Decaying rate of a convolution between an integrable function and a Schwartz function

Question

Suppose $f\in L^1(R^n)$ and $g\in S(R^n)$, where $S(R^n)$ is Schwartz space. Then, Can I have estimation like following? $$ |[f*g](x)|\leq\frac{1}{(1+|x|)^{s}}, $$ for some $s>n$. If it is correct, how to prove it? If it is not correct, what additional assumptions does it require?

Answer 1

Of course the answer to the question as stated is "of course not"; the sensible version of the question is whether we have $$ |[f*g](x)|\leq\frac{c}{(1+|x|)^{s}}. $$

The answer to that question is still no, although it's not so obvious.

Take $n=1$ just to simplify the notation.
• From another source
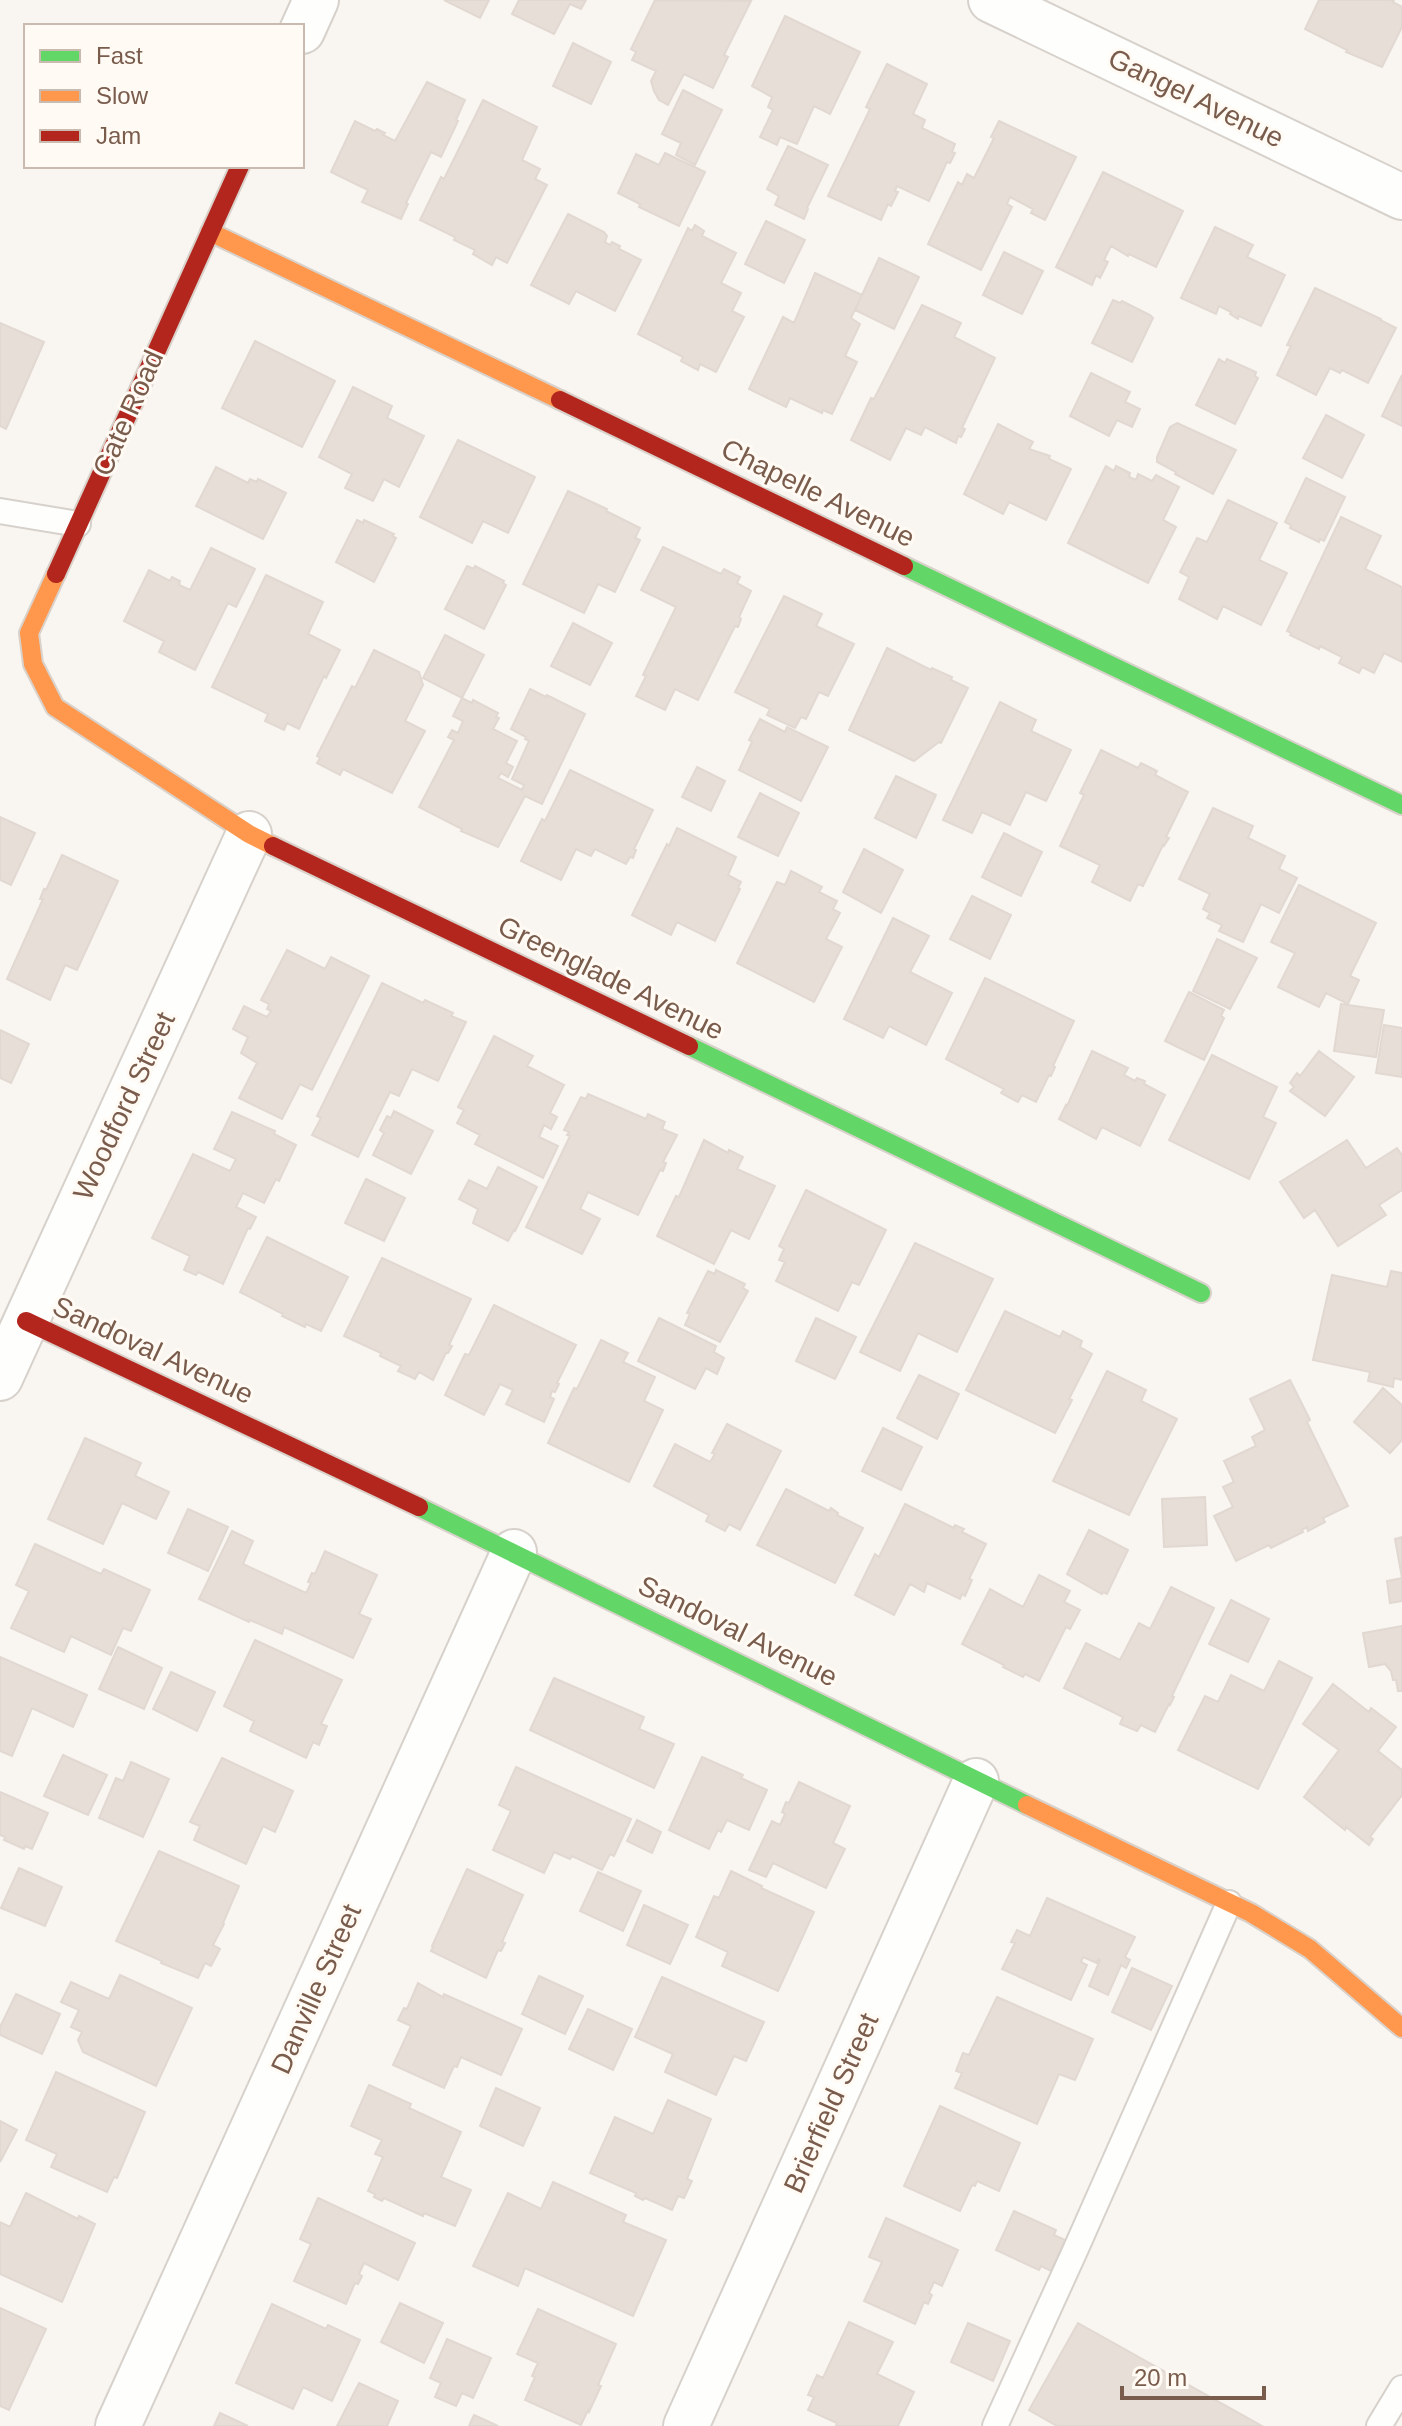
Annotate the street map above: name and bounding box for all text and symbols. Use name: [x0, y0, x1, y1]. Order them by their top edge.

Choose $g\in\mathcal S(\Bbb R)$ with $g\ge0$ and $g(x)\ge1$ for all $x\in[-1,1]$. Given a sequence $a_n\to\infty$, let $$f=\sum_{n=1}^\infty\frac1{n^2}\chi_{[a_n,a_n+1]}.$$

Then $f*g(a_n)\ge\frac1{n^2}$, so if $a_n$ blows up fast enough, in particular if $(1+|a_n|)^s/n^2\to\infty$, then $(1+|x|)^sf*g(x)$ is not bounded.

Note The same argument shows that $f*g\in C_0$ is the most that can be said about how fast $f*g$ vanishes at infinity: If $\phi\in C_0$ it is not true that $f*g=O(\phi)$ for every $f\in L^1$ and $g\in\mathcal S$.